15-Year vs 30-Year Mortgage: Which Saves You More?
Choosing between a 15-year and a 30-year mortgage is one of the biggest financial decisions you will make as a homebuyer. The loan term you select affects your monthly payment, total interest paid, and long-term wealth. In this guide we break down the numbers so you can make a confident choice.
How the Two Loan Terms Compare
The fundamental trade-off is simple: a 15-year mortgage has higher monthly payments but a lower interest rate and far less total interest. A 30-year mortgage has lower monthly payments but costs significantly more over the life of the loan.
Consider a $350,000 home loan:
- 15-year at 5.75%: Monthly payment of approximately $2,913. Total interest paid: roughly $174,300.
- 30-year at 6.50%: Monthly payment of approximately $2,212. Total interest paid: roughly $446,300.
The 15-year option costs about $700 more per month but saves you over $272,000 in interest over the life of the loan.
When a 15-Year Mortgage Makes Sense
A shorter loan term is ideal if you meet the following criteria:
- Your monthly income comfortably supports the higher payment without straining your budget.
- You have a fully funded emergency reserve of three to six months of expenses.
- You are not carrying high-interest debt such as credit cards or personal loans.
- You value being mortgage-free sooner, especially as you approach retirement.
When a 30-Year Mortgage Makes Sense
A longer term is often the smarter play if:
- You need the lower payment to qualify for the home you want.

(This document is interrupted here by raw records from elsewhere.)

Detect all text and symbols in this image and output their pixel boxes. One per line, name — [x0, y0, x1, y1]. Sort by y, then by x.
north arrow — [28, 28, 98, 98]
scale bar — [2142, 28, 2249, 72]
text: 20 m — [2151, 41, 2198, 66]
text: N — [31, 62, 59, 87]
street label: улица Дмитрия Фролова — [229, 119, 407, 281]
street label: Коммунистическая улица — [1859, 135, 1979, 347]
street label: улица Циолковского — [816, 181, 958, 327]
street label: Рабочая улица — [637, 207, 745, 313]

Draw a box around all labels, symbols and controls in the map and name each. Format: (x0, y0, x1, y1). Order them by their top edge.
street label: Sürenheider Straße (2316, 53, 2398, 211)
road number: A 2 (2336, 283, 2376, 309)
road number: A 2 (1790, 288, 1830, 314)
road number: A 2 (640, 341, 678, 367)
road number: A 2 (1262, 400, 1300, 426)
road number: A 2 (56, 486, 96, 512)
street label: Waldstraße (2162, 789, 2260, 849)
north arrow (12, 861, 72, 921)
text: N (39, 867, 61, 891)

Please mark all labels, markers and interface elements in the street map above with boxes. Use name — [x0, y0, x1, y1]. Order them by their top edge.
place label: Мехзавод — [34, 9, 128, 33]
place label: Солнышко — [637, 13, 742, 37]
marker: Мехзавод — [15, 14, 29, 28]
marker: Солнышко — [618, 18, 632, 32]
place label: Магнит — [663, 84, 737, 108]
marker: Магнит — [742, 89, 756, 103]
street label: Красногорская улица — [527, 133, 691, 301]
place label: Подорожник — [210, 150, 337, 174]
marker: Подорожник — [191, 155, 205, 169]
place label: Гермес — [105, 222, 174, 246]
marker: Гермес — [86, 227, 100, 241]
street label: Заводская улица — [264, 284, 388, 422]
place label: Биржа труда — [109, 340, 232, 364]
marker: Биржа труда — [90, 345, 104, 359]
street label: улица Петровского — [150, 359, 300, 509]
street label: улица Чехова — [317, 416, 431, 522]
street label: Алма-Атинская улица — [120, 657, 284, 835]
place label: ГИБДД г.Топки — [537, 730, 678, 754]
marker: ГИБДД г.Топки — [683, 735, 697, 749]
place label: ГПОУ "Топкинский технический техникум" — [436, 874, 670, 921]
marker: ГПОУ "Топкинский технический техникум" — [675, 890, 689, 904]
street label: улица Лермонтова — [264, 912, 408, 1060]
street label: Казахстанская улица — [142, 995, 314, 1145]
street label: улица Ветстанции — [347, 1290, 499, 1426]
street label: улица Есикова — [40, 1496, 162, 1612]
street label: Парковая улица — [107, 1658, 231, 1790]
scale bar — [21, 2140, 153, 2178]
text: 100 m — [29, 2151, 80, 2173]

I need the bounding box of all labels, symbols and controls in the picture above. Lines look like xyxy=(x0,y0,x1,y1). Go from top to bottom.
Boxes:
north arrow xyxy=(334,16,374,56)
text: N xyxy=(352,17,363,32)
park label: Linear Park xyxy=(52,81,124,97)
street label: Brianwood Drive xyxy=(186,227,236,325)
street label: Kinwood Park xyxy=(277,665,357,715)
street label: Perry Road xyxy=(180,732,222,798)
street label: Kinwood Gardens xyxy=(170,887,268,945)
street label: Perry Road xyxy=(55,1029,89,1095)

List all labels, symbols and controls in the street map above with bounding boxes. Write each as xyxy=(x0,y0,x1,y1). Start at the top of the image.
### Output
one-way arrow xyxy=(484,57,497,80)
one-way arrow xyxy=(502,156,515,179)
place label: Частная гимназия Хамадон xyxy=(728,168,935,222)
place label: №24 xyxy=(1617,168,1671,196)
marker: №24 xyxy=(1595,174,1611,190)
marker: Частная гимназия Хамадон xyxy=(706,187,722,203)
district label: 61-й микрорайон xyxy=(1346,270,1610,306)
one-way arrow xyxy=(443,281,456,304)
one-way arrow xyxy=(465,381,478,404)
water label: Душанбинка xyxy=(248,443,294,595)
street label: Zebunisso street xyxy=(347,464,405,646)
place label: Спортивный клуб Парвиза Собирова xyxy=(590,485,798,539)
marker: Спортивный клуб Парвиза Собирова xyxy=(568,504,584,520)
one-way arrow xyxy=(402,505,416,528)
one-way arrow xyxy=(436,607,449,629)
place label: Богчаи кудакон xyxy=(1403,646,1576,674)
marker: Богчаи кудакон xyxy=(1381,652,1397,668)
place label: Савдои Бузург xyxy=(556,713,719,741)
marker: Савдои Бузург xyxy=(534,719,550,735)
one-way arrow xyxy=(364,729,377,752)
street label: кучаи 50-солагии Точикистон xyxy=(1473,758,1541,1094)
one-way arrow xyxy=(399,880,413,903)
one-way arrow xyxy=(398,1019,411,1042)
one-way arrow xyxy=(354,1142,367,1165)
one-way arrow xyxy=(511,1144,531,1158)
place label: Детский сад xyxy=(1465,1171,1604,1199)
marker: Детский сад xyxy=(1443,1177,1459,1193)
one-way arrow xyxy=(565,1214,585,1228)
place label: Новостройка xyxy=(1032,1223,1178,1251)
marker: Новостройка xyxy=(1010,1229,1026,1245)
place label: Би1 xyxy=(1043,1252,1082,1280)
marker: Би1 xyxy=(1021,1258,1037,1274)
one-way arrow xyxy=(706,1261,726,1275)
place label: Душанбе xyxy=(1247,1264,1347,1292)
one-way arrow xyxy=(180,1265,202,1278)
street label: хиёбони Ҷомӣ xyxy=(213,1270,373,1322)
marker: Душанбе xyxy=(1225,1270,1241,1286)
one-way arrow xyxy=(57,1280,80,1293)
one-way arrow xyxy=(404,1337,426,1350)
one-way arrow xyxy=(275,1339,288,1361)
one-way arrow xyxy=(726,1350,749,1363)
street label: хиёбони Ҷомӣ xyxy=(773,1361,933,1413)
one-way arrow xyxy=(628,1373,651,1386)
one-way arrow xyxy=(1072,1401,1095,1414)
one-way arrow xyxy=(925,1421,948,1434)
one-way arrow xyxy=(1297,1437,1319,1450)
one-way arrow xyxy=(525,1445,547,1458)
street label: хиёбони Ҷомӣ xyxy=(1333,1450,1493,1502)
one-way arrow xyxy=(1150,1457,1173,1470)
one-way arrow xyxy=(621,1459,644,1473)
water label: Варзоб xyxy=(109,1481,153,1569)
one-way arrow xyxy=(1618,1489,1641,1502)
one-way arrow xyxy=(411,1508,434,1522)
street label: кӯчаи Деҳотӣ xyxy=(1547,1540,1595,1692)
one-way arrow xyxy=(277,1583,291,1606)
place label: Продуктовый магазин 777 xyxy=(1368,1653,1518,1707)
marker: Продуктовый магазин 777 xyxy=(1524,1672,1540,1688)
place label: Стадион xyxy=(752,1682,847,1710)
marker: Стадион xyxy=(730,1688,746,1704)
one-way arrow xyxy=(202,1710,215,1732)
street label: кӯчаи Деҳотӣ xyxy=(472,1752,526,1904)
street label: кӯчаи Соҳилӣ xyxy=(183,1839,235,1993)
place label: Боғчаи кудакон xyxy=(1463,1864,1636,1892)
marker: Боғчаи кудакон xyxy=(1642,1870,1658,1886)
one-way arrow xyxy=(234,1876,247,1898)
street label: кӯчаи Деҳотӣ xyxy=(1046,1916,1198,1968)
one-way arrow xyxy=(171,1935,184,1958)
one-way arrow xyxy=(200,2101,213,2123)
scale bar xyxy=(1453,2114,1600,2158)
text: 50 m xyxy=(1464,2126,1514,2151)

- You plan to invest the monthly savings in assets that could earn more than your mortgage rate.
- You are early in your career and expect your income to grow substantially.
- You want maximum cash-flow flexibility for other goals such as starting a business or funding education.
The Hybrid Approach
Many savvy borrowers take a 30-year mortgage but make extra principal payments when they can. This gives you the flexibility of the lower required payment while letting you pay down the loan faster during good months. Even an extra $200 per month on a $350,000 loan at 6.5% can shave roughly seven years off the loan and save over $130,000 in interest.
Run Your Own Numbers
The best decision depends on your specific income, expenses, and financial goals. Use our mortgage calculator to model both scenarios side by side and see exactly how much each option costs you in monthly payments and total interest.
Whether you choose the accelerated payoff of a 15-year term or the flexibility of a 30-year loan, understanding the true cost of each option puts you in control of one of your largest lifetime expenses.